START Dataset section

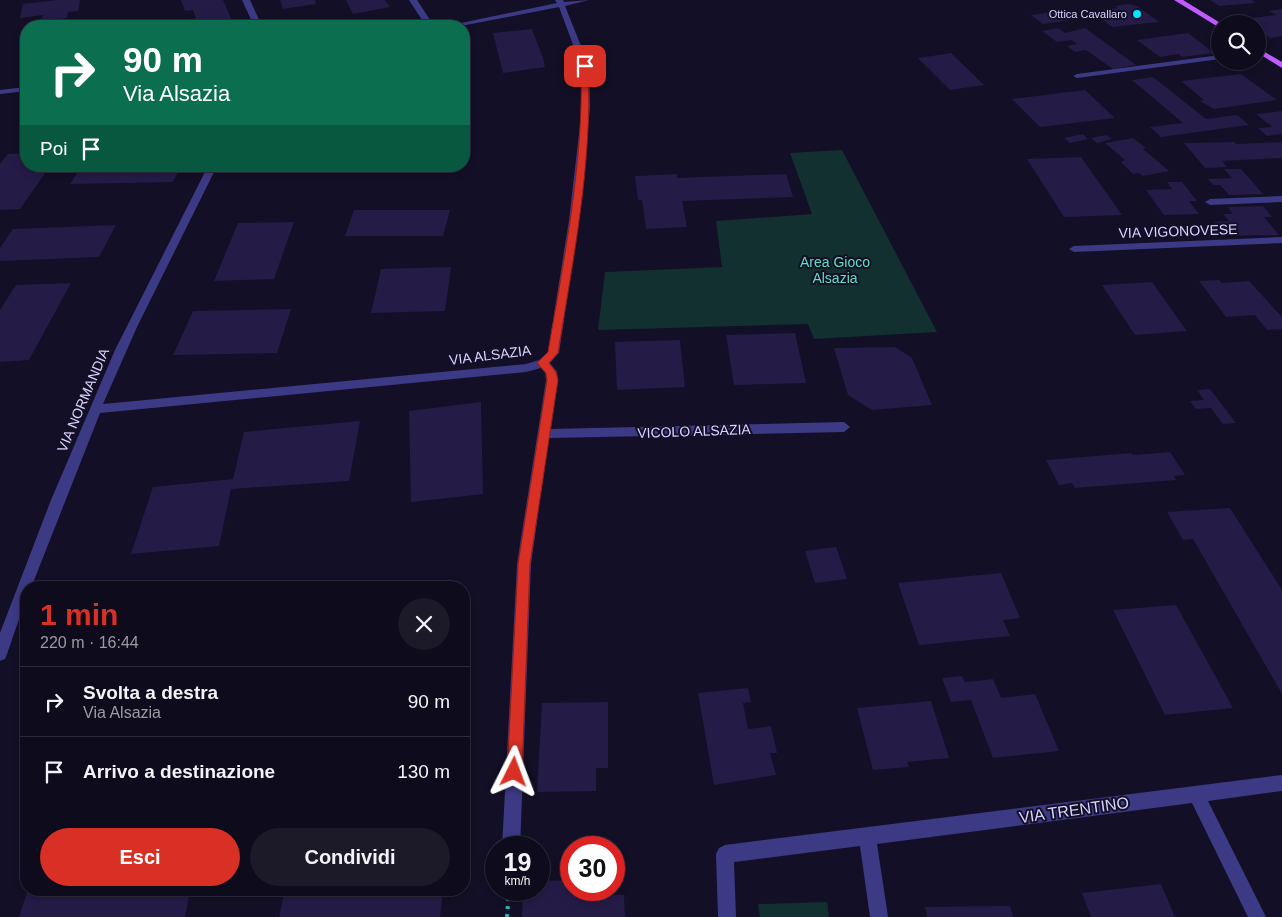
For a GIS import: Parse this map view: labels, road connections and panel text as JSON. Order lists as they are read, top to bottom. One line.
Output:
{"streets":{"street":["VIA VIGONOVESE","VIA ALSAZIA","VIA NORMANDIA","VICOLO ALSAZIA","VIA TRENTINO"]},"crossings":[["VIA ALSAZIA","VIA NORMANDIA"]],"parks":["Area Gioco Alsazia"],"places":["Ottica Cavallaro"],"page":{"turn":["90 m","Via Alsazia"],"then":"Poi","heading":["1 min","220 m · 16:44"],"list":[{"name":"Svolta a destra","note":"Via Alsazia","value":"90 m"},{"name":"Arrivo a destinazione","value":"130 m"}],"buttons":["Esci","Condividi"],"speed":"19 km/h","limit":"30"}}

END Dataset section

*What you are asked to do:* The whole listing above, line by line, needs to be copied exactly, except for any images.

*Response to the task:*
For a GIS import: Parse this map view: labels, road connections and panel text as JSON. Order lists as they are read, top to bottom. One line.
Output:
{"streets":{"street":["VIA VIGONOVESE","VIA ALSAZIA","VIA NORMANDIA","VICOLO ALSAZIA","VIA TRENTINO"]},"crossings":[["VIA ALSAZIA","VIA NORMANDIA"]],"parks":["Area Gioco Alsazia"],"places":["Ottica Cavallaro"],"page":{"turn":["90 m","Via Alsazia"],"then":"Poi","heading":["1 min","220 m · 16:44"],"list":[{"name":"Svolta a destra","note":"Via Alsazia","value":"90 m"},{"name":"Arrivo a destinazione","value":"130 m"}],"buttons":["Esci","Condividi"],"speed":"19 km/h","limit":"30"}}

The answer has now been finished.